Mohammad-Nabi Sarbolouki (محمدنبی سربلوکی) was a distinguished Iranian biophysicist and polymer chemist and one of the most influential individuals behind modern scientific movement in Iran. He was known as the inventor of a DNA vehicle called "dendrosome". Sarbolouki was one of the main founders and pioneers of nano science, biomaterials, biotechnology and biophysics in Iran.

Sarbolouki studied chemistry at Tehran University and did his PhD in Macromolecular Physical Chemistry at Polytechnic University of New York. He then spent two years at Michigan State University as a postdoctoral fellow. Sarbolouki then joined NASA where he worked as a group leader till 1981.

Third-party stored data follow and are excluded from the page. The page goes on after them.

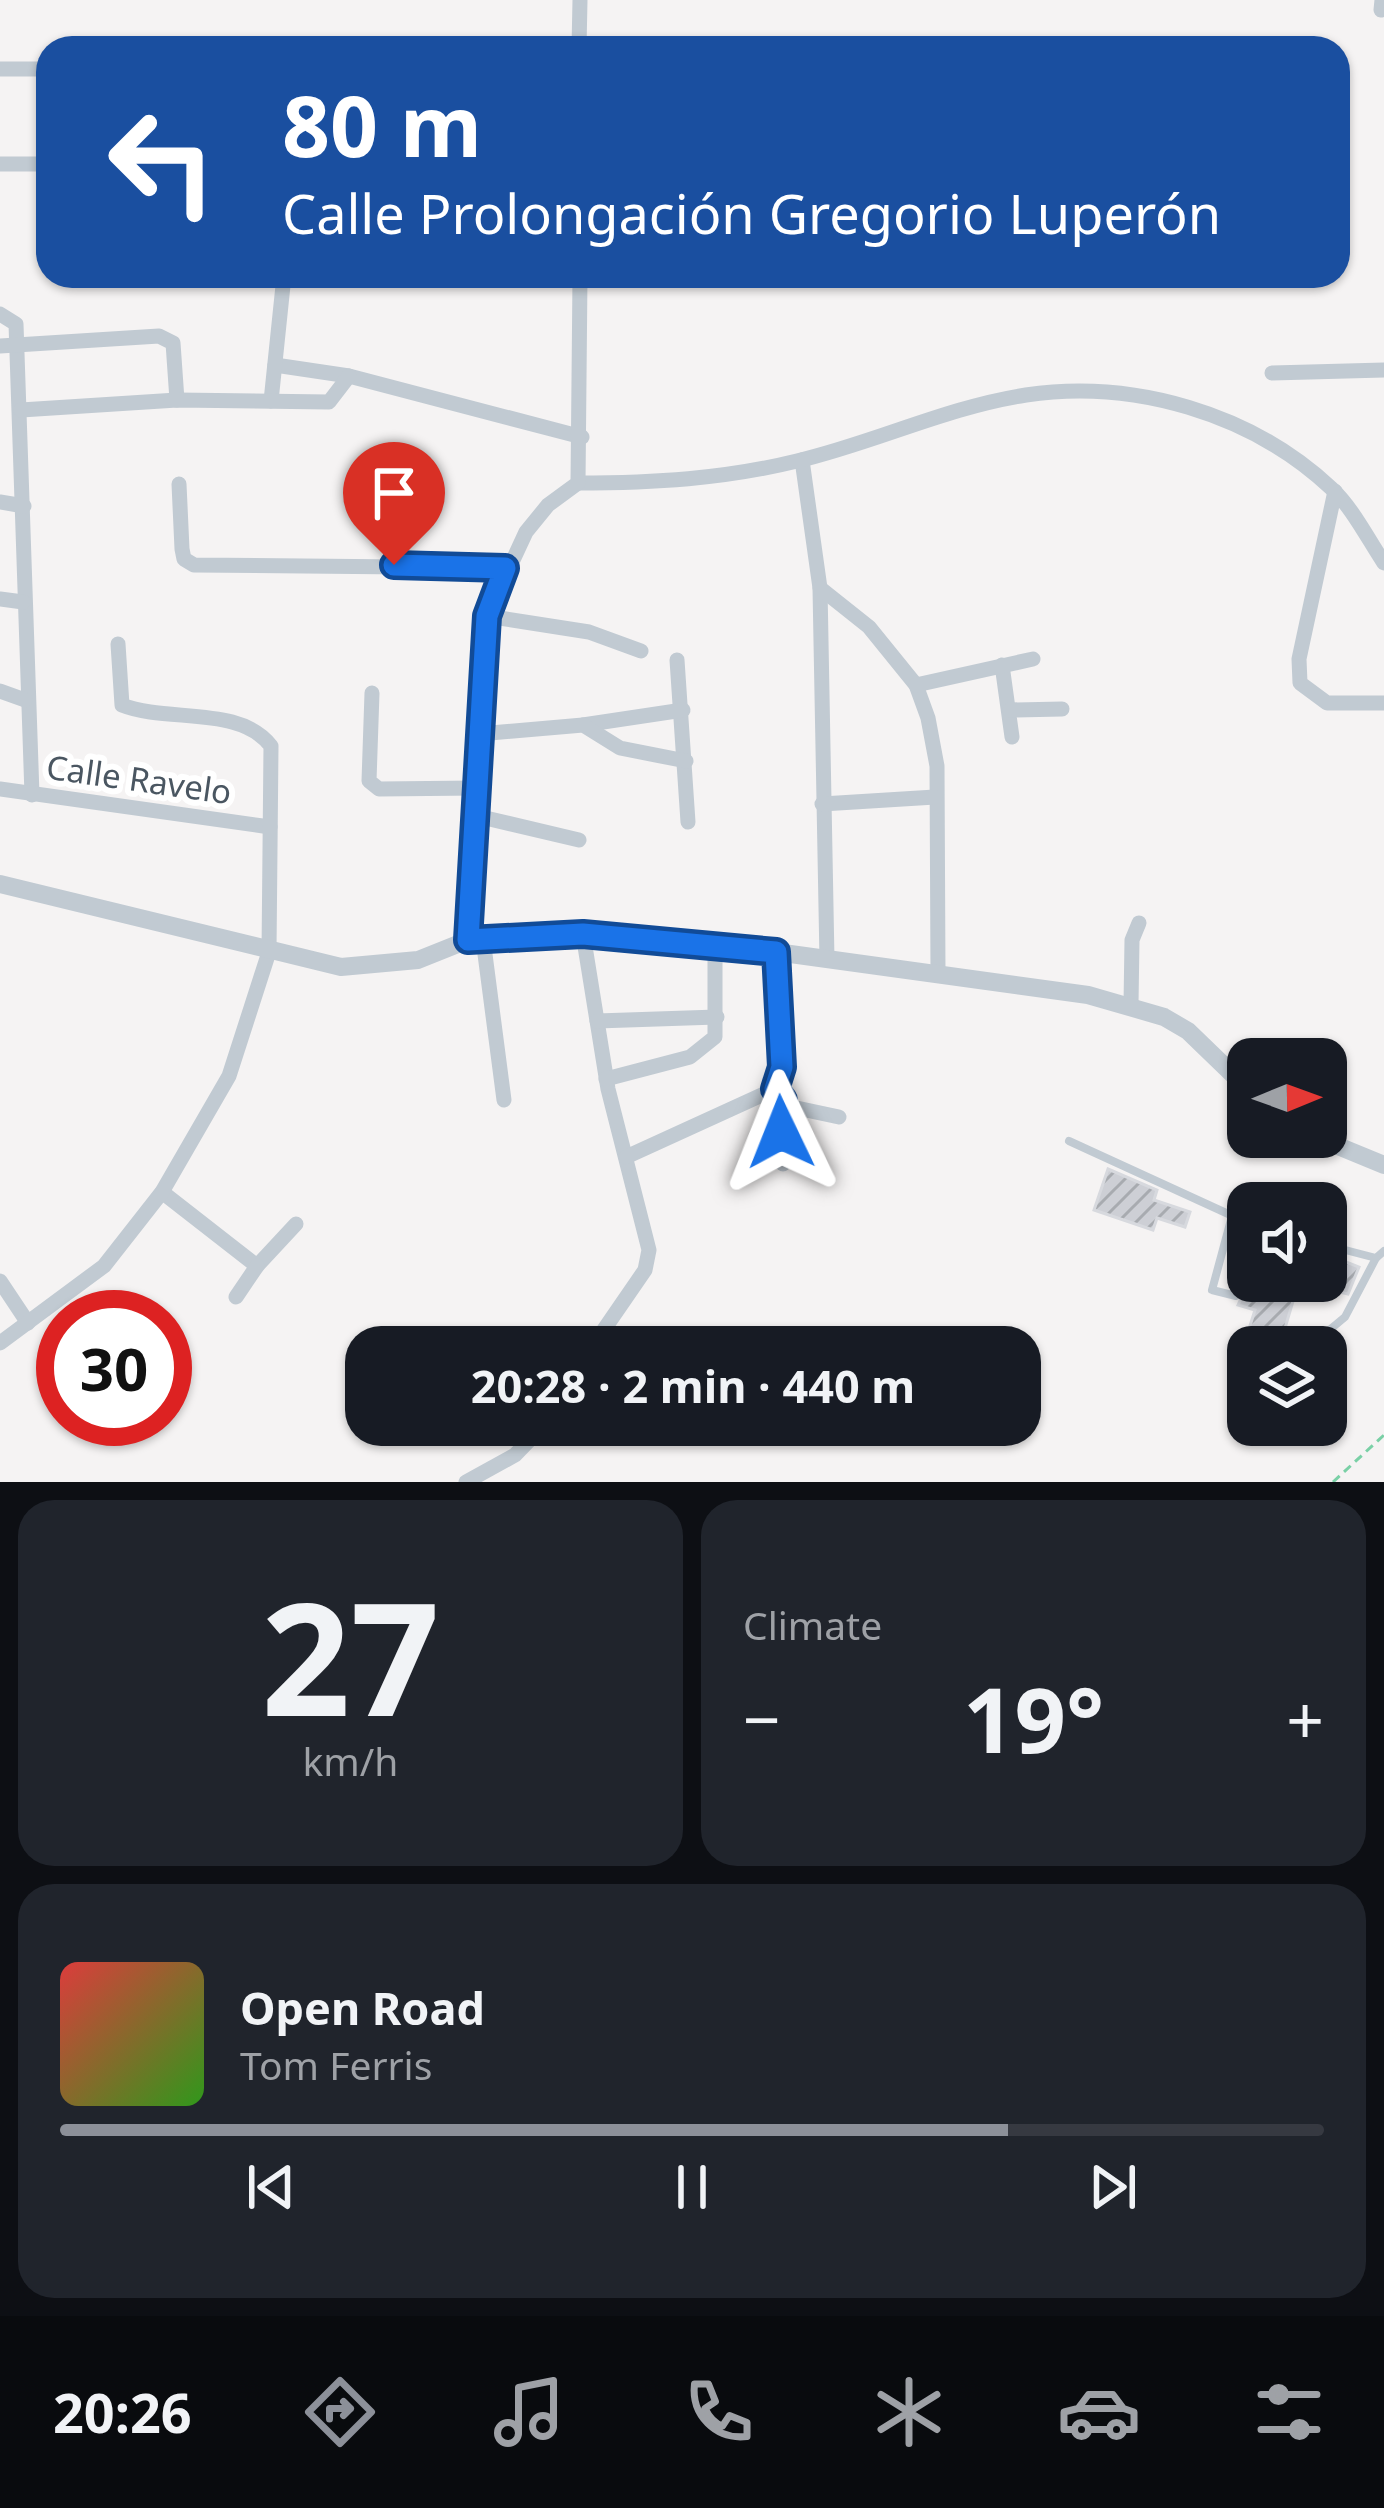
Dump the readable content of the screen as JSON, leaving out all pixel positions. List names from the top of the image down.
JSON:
{
  "streets": {
    "street": ["Calle Ravelo"]
  },
  "north": "right",
  "page": {
    "turn": ["80 m", "Calle Prolongación Gregorio Luperón"],
    "limit": "30",
    "trip": "20:28 · 2 min · 440 m",
    "tile": [
      ["27", "km/h"],
      "Climate"
    ],
    "heat": ["−", "19°", "+"],
    "song": ["Open Road", "Tom Ferris"],
    "tabs": "20:26"
  }
}
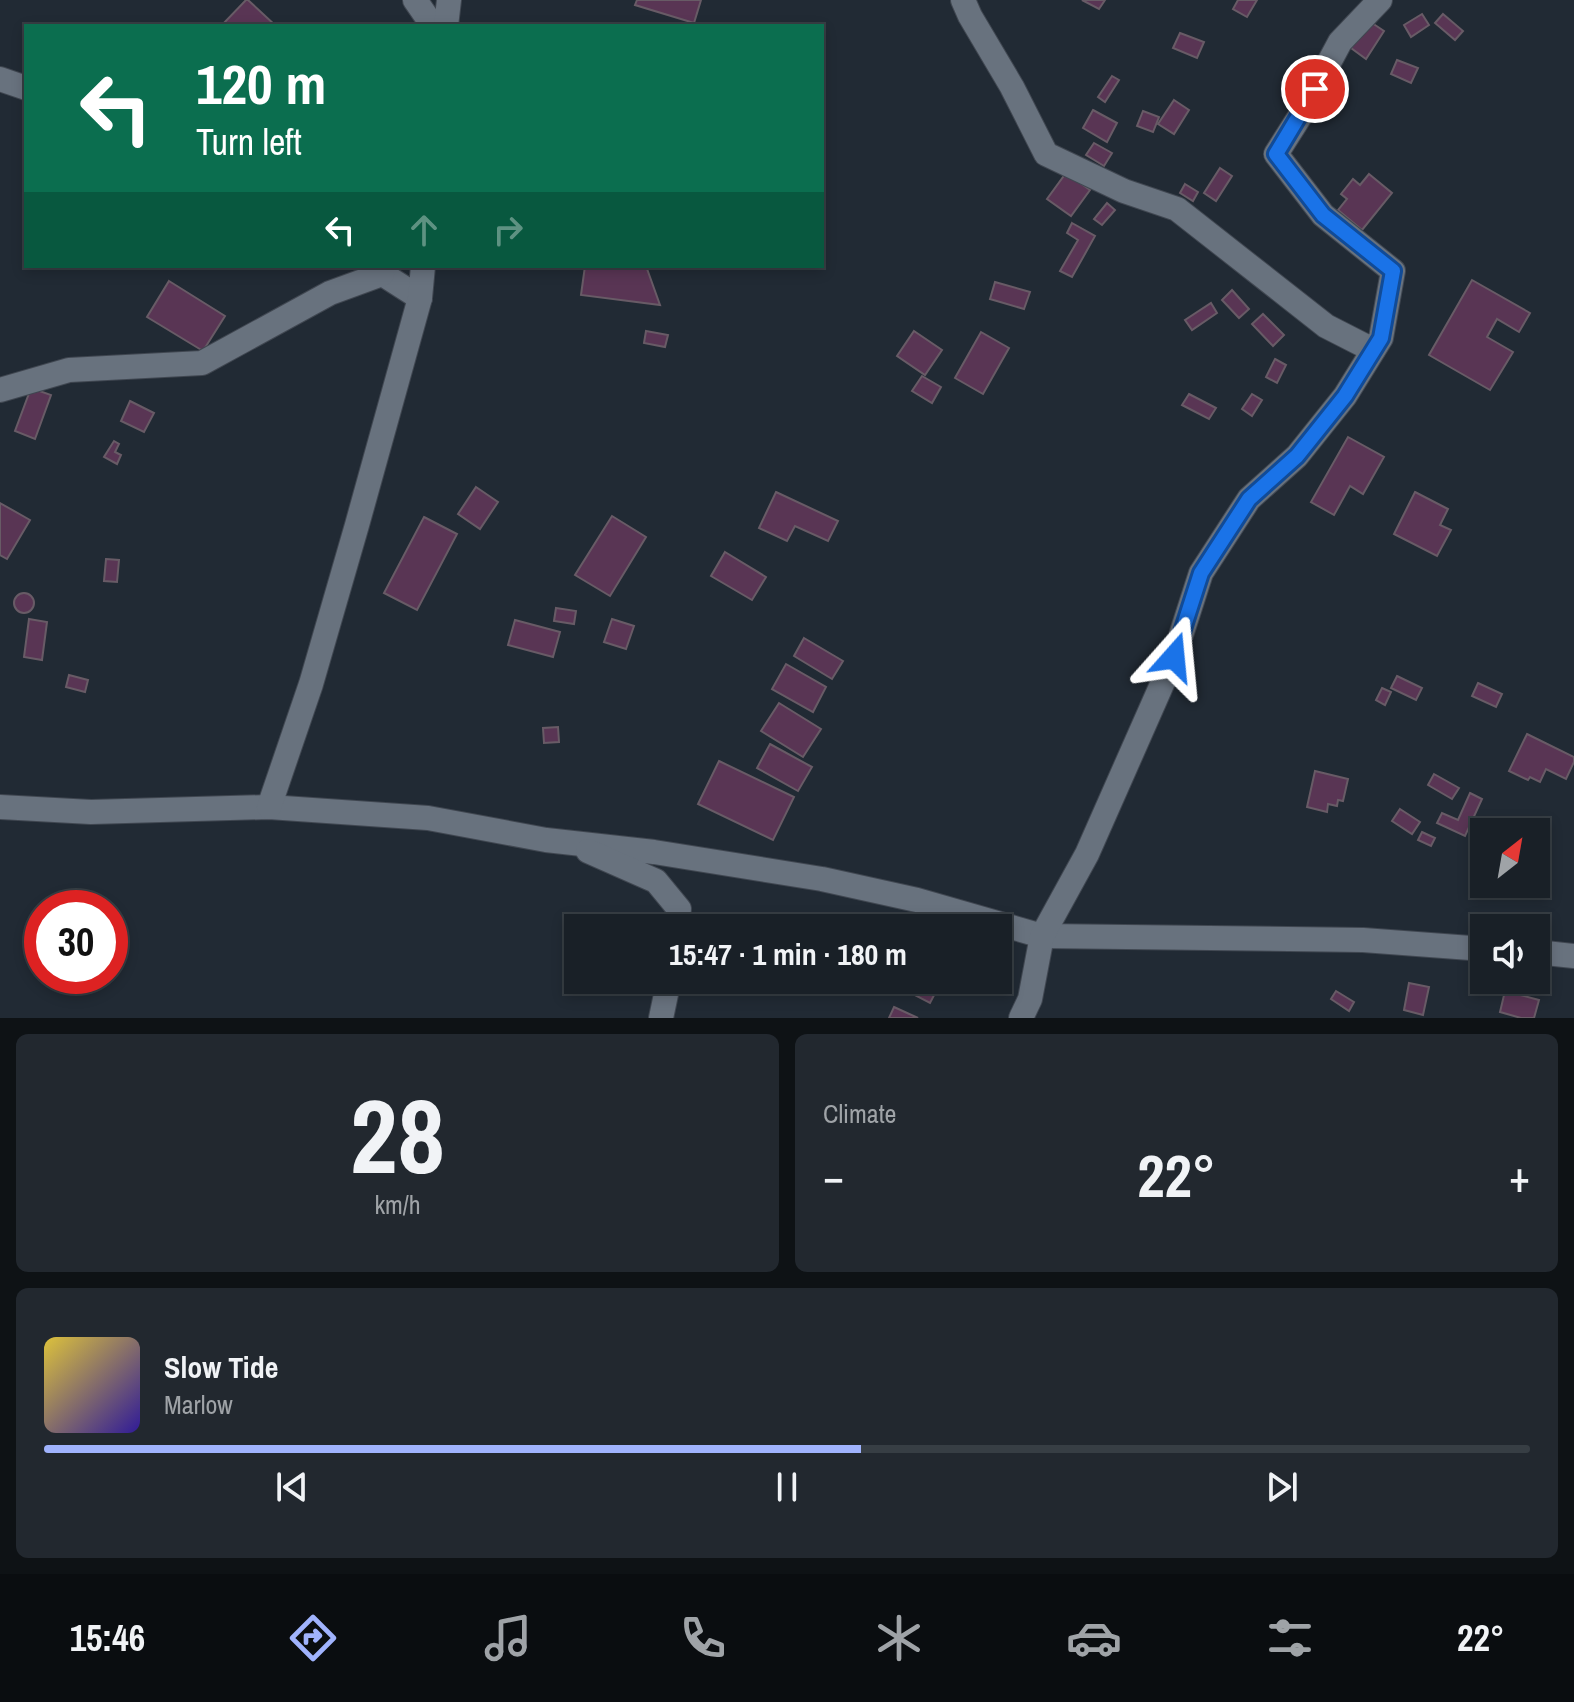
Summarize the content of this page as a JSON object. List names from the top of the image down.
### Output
{
  "north": "top right",
  "page": {
    "turn": ["120 m", "Turn left"],
    "limit": "30",
    "trip": "15:47 · 1 min · 180 m",
    "tile": [
      ["28", "km/h"],
      "Climate"
    ],
    "heat": ["−", "22°", "+"],
    "song": ["Slow Tide", "Marlow"],
    "tabs": ["15:46", "22°"]
  }
}
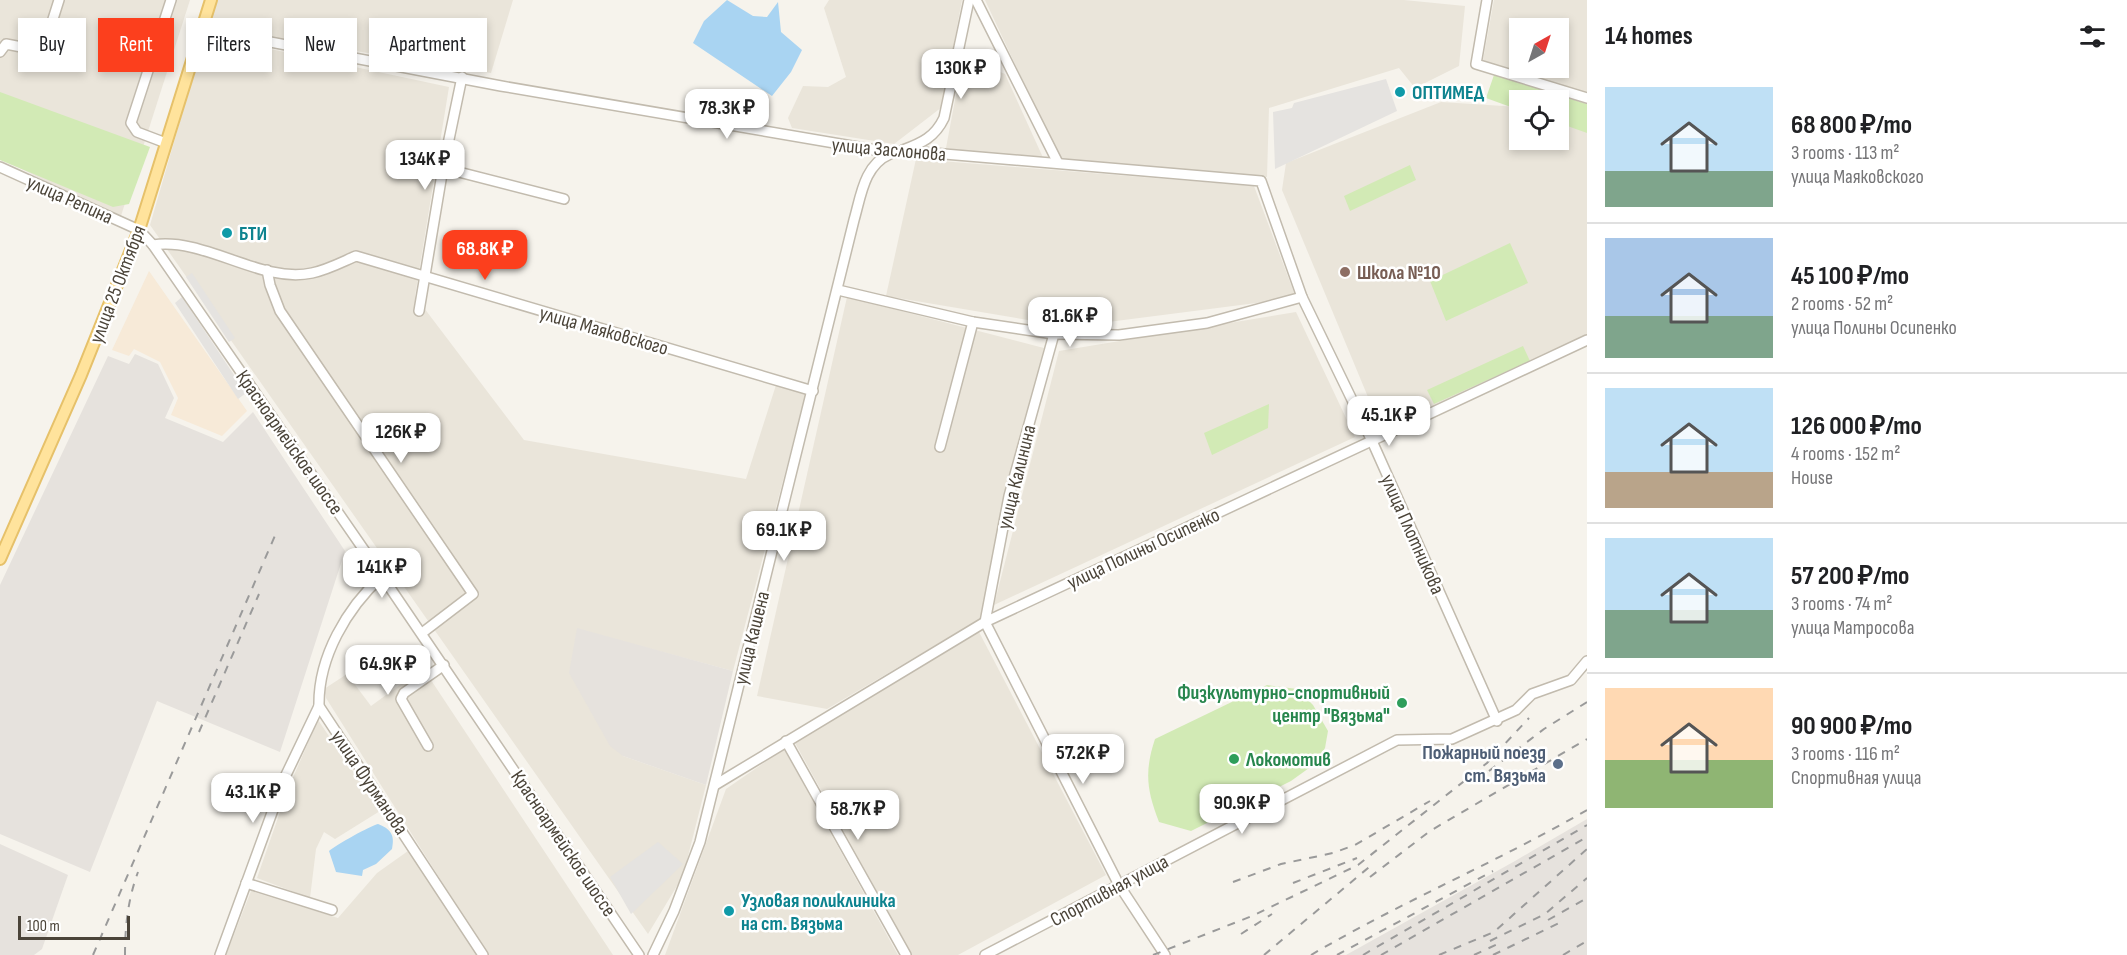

Sarbolouki had numerous publications and patents on various subjects ranging from engineering to basic sciences. He initiated biomaterial research in Iran and was among the first to do structural biology in the country. He made significant contribution to the field of lipid bilayer membranes and liposomes, biodegradable polymers, tissue engineering, nanospheres (magnetic/fluorescent) and drug delivery.

Sarbolouki was of the founding members of Iranian Society of Nanotechnology, Iranian Society of Proteomics and Iranian Chemical Society. He founded the first Biomaterial Research Center in Iran as well as National Research Center for Genetic Engineering and Biotechnology, ICGEB headquarter in Iran.

Sarbolouki was involved in science policy making at the national level and was instrumental in the advancement of interdisciplinary and applied research in Iran.

Professor Sarbolouki was the editor of Molecules, an international journal devoted to synthetic organic chemistry and natural product chemistry. He was also chief editor of Iranian Journal of Chemistry & Chemical Engineering.

Professor Sarbolouki died on September 1, 2009, and his body was buried in Tehran Cemeteries, at the block for national legends on September 2, 2009. The Vice President and Minister of Science delivered messages of condolence and his burial was attended by numerous Iranian academics, scholars and students.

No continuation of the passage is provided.